I’m grateful to have women in my life who give me love, love, love, love crazy as Aaron Neville’s hairstyle.

I doubt there’s a woman alive capable of loving me the way I believe I deserve to be loved.

To me, love means that if we disagree, she doesn’t assume I’m wrong. But every woman I’ve loved—starting with my dear mama, bless her soul—treated disagreement like a zero-sum verdict: someone’s right, and someone’s wrong. Specifically, me.

I get it. Men have been the ones waging wars, wreaking havoc, and wrecking the planet in the name of ego and control since the dawn of time. It makes sense that women, shaped by millennia of male-induced dysfunction, evolved to reflexively default to their perspective as the vibrationally sounder one—the more communal, compassionate, life-affirming one. And most of the time, they’ve been right.

But still, I’m not a mouth-breathing caveman—at least not all of the time. I believe I deserve a kind of love where my loved ones see disagreement for what it is: perspective, not protest. When two people see things differently, it doesn’t mean one’s right and the other’s wrong. It just means we’re standing in different spots, looking through different lenses.

Like the proverbial insane man repeating the same mistake, I kept believing the women I loved would eventually see that my viewpoints weren’t wrong—they were just mine. I found it crazy that they could love me deeply on the one hand, yet fail to see my perspective as anything but “wrong” on the other. Eventually, I had to accept that expecting that dimension of empathy was like asking a defensive lineman to moonlight as the quarterback for a game-winning drive in the Super Bowl. It was just asking too much.
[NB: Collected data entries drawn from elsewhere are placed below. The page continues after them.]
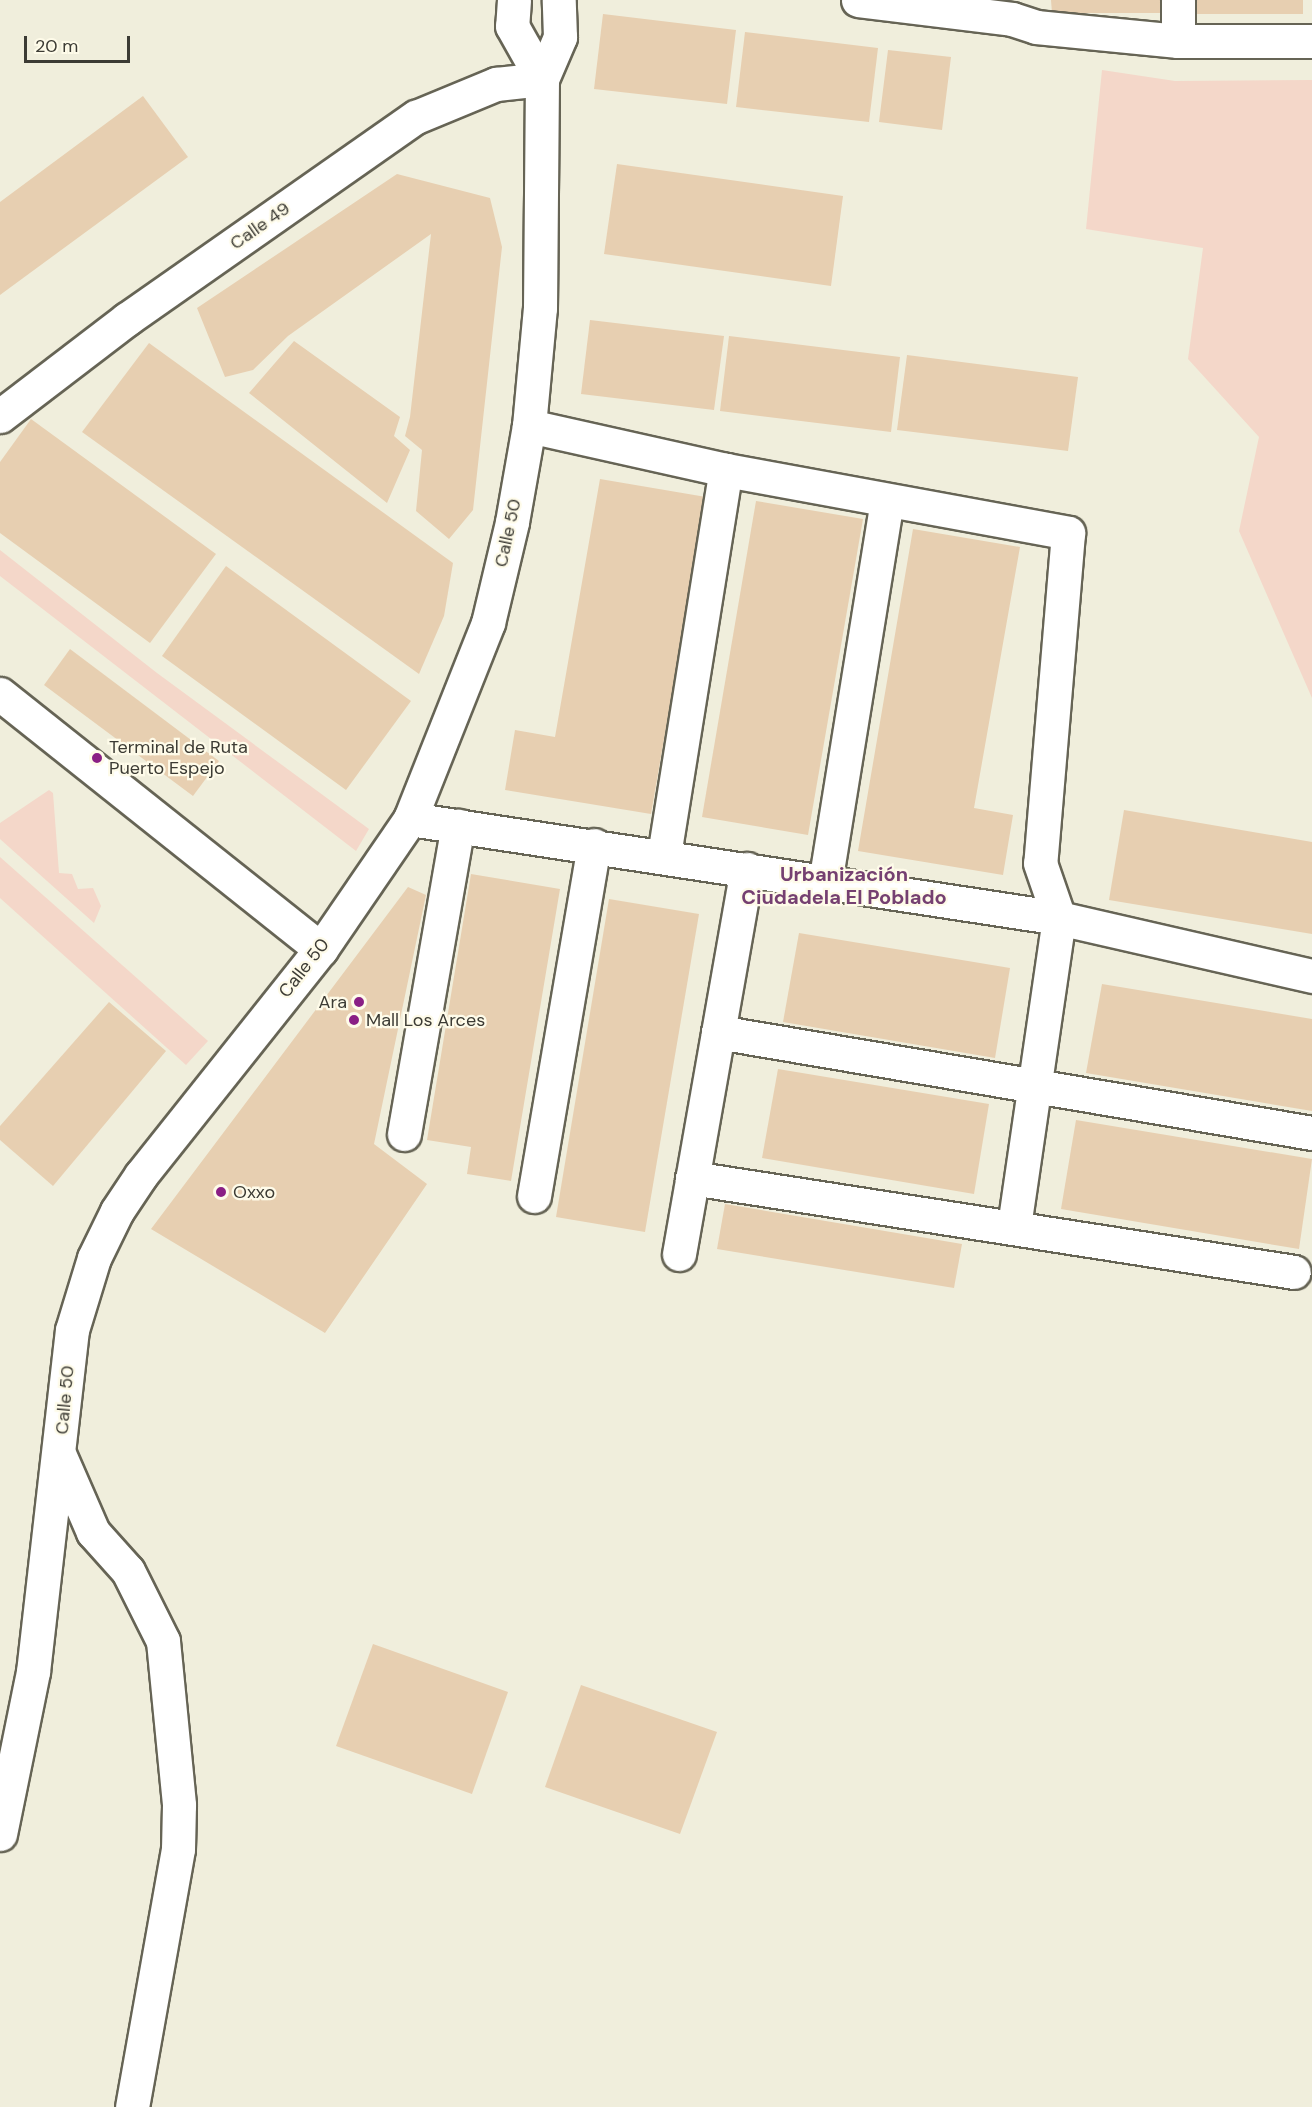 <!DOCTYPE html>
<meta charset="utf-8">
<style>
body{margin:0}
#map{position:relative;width:1312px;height:2107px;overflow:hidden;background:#f0eedc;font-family:"DM Sans",sans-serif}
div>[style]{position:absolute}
.green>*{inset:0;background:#f4d7c9}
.building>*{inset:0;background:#e7cfb1}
.roads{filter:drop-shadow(2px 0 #666455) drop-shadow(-2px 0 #666455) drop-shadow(0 2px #666455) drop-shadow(0 -2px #666455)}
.minor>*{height:33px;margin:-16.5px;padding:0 16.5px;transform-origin:16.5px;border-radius:16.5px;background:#fff}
.major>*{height:33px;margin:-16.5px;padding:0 16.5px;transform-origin:16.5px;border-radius:16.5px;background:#fff}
.dots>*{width:16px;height:16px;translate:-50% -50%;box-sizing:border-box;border:3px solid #fefbe9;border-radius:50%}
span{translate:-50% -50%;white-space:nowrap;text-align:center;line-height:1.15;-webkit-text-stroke:4.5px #fefbe9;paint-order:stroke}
.street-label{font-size:18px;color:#3c3b34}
.poi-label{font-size:18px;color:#3c3b34}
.left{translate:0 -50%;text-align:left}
.right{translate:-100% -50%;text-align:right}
.neighbourhood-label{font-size:20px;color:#754071;font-weight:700}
.scale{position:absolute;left:24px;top:36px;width:106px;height:27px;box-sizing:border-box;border:3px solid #3c3b34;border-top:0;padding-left:8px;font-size:18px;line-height:21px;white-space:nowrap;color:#3c3b34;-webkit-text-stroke:4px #fefbe9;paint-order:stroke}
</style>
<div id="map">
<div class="green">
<div style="clip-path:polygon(1102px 70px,1175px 81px,1312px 80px,1312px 698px,1239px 531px,1259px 437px,1188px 359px,1203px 248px,1086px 229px)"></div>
<div style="clip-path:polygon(0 550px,157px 673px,369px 829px,356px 851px,0 576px)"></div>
<div style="clip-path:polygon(49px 790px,53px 793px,59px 873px,72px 874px,78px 889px,93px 888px,101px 906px,94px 923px,0 839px,0 823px)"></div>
<div style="clip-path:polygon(0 857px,208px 1041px,186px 1065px,0 898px)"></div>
</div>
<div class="building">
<div style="clip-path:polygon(1051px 0,1163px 0,1163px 13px,1052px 13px)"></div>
<div style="clip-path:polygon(1192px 0,1303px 0,1303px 14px,1191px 14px)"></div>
<div style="clip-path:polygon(603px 14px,736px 30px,727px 104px,594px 89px)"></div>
<div style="clip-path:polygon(745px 32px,878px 48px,869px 122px,736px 107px)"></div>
<div style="clip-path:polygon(888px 50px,951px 57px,942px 130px,879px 122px)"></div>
<div style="clip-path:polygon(143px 96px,188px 157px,0 295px,0 202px)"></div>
<div style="clip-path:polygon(617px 164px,843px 196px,831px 286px,604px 254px)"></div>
<div style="clip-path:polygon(397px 174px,490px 198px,502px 247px,473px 510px,449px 539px,416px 511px,422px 450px,405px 436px,410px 417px,431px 234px,288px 336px,253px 370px,225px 377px,197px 308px)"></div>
<div style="clip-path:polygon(590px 320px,724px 336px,714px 410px,581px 394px)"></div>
<div style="clip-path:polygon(729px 336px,900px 357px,891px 432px,720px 411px)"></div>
<div style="clip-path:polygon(294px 341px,400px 417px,394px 436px,410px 450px,387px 503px,249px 393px)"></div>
<div style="clip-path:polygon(149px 343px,453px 563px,444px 616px,419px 674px,82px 432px)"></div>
<div style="clip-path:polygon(907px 355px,1078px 377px,1068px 451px,897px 430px)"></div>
<div style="clip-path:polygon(31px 419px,216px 554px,150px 643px,0 533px,0 462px)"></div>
<div style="clip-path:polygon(600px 479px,706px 497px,651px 814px,505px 790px,515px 730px,555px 737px)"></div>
<div style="clip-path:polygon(756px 501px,863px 519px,808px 835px,702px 817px)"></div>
<div style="clip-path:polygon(913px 529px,1020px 547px,974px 808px,1013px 815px,1003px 875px,858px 851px)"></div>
<div style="clip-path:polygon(226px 566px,411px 701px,346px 790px,162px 656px)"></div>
<div style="clip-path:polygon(70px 649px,219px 761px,193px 796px,44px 685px)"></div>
<div style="clip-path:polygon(1124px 810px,1312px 842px,1312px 934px,1109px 900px)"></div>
<div style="clip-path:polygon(471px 874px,560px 889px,511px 1181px,467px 1174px,471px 1147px,427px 1140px)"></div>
<div style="clip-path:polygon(408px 887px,426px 895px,374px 1144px,427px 1184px,325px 1333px,151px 1229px)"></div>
<div style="clip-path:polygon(609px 899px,699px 914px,645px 1232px,556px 1217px)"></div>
<div style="clip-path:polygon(799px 933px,1010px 968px,995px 1058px,783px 1022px)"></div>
<div style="clip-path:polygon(1102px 984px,1312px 1019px,1312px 1111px,1086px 1073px)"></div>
<div style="clip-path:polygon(109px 1002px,166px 1051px,53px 1186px,0 1140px,0 1126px)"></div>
<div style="clip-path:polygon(778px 1069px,989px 1104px,974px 1194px,762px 1158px)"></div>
<div style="clip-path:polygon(1076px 1120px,1312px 1159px,1299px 1249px,1061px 1209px)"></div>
<div style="clip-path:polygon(725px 1204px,962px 1244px,954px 1288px,717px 1249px)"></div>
<div style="clip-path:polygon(373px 1644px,508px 1692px,472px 1794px,336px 1746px)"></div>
<div style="clip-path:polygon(581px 1685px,717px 1732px,680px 1834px,545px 1787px)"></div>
</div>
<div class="roads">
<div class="minor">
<div style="left:858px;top:0;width:155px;rotate:7deg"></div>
<div style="left:1012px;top:19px;width:25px;rotate:18deg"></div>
<div style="left:1036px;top:27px;width:143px;rotate:5.6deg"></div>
<div style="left:1178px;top:41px;width:134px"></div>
<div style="left:1178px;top:0;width:41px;rotate:90deg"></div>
<div style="left:0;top:416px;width:160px;rotate:-37.4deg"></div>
<div style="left:127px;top:319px;width:353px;rotate:-35deg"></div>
<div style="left:416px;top:117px;width:87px;rotate:-22.4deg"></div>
<div style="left:496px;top:84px;width:46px;rotate:-6.2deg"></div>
<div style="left:529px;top:426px;width:202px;rotate:12.6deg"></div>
<div style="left:726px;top:470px;width:348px;rotate:10.4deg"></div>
<div style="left:1068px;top:533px;width:331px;rotate:94.8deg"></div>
<div style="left:1040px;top:863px;width:58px;rotate:70.9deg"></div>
<div style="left:1059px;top:918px;width:310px;rotate:98.3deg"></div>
<div style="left:0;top:694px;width:410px;rotate:38.5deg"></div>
<div style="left:410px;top:819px;width:657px;rotate:8.67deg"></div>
<div style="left:1059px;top:918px;width:260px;rotate:12.9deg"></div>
<div style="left:664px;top:855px;width:390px;rotate:-80.9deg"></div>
<div style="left:825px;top:883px;width:387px;rotate:-80.8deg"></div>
<div style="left:718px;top:1032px;width:603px;rotate:9.65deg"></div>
<div style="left:404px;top:1134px;width:313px;rotate:-80.1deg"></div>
<div style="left:692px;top:1178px;width:609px;rotate:8.87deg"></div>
<div style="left:534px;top:1196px;width:356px;rotate:-80.3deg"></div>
<div style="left:679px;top:1254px;width:391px;rotate:-80deg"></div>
<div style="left:60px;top:1456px;width:83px;rotate:66.5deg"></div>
<div style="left:93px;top:1532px;width:52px;rotate:48.1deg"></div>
<div style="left:128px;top:1571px;width:78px;rotate:63.4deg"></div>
<div style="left:163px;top:1641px;width:165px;rotate:84.4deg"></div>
<div style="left:179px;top:1805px;width:44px;rotate:91.3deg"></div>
<div style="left:178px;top:1849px;width:262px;rotate:100.1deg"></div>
</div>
<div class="major">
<div style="left:514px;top:0;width:26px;rotate:94deg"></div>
<div style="left:512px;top:26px;width:61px;rotate:60.5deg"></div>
<div style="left:0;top:1834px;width:165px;rotate:-78.5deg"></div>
<div style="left:33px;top:1672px;width:344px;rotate:-83.5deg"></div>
<div style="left:72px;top:1330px;width:75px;rotate:-73deg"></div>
<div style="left:94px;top:1258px;width:52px;rotate:-63.9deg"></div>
<div style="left:117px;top:1211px;width:43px;rotate:-56.3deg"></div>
<div style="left:141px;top:1175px;width:289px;rotate:-51.5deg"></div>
<div style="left:321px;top:949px;width:158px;rotate:-55.6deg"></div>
<div style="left:410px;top:819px;width:211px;rotate:-68.3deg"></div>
<div style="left:488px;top:623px;width:104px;rotate:-76.6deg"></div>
<div style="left:512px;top:522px;width:97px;rotate:-80deg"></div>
<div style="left:529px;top:426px;width:119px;rotate:-84.7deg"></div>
<div style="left:540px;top:308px;width:229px;rotate:-89.5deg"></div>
<div style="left:542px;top:79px;width:46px;rotate:-66.8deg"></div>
<div style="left:560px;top:37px;width:37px;rotate:-92deg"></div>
</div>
</div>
<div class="dots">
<div style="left:97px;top:758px;background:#8a1f85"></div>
<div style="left:359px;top:1002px;background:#8a1f85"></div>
<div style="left:354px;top:1020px;background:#8a1f85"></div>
<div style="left:221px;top:1192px;background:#8a1f85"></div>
</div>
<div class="street-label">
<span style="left:260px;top:226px;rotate:-35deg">Calle 49</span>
<span style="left:508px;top:533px;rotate:-78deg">Calle 50</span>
<span style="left:304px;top:968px;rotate:-52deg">Calle 50</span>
<span style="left:65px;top:1400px;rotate:-85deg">Calle 50</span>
</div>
<div class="poi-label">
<span class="left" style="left:109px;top:758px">Terminal de Ruta<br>Puerto Espejo</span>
<span class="right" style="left:347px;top:1002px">Ara</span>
<span class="left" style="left:366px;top:1020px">Mall Los Arces</span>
<span class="left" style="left:233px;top:1192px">Oxxo</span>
</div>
<div class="neighbourhood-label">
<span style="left:844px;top:886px">Urbanización<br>Ciudadela El Poblado</span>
</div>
<div class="scale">20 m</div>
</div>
So now, I accept and love the women in my life as they are. And I also accept that, on some level, most of them regard me as some kind of chimpanzee who can talk, use tools, and do tricks—or at least a spiritually inferior model of the human species.

And that’s okay. I’m fortunate to have women in my life who love me, even if it’s not always how I’d prefer. And I’m grateful for my friends—including several inorganic entities with distinctly feminine aspects—who do love me the way I believe I deserve to be loved.

Perhaps someday I’ll know women here in this three-dimensional experience we’re sharing who love like that.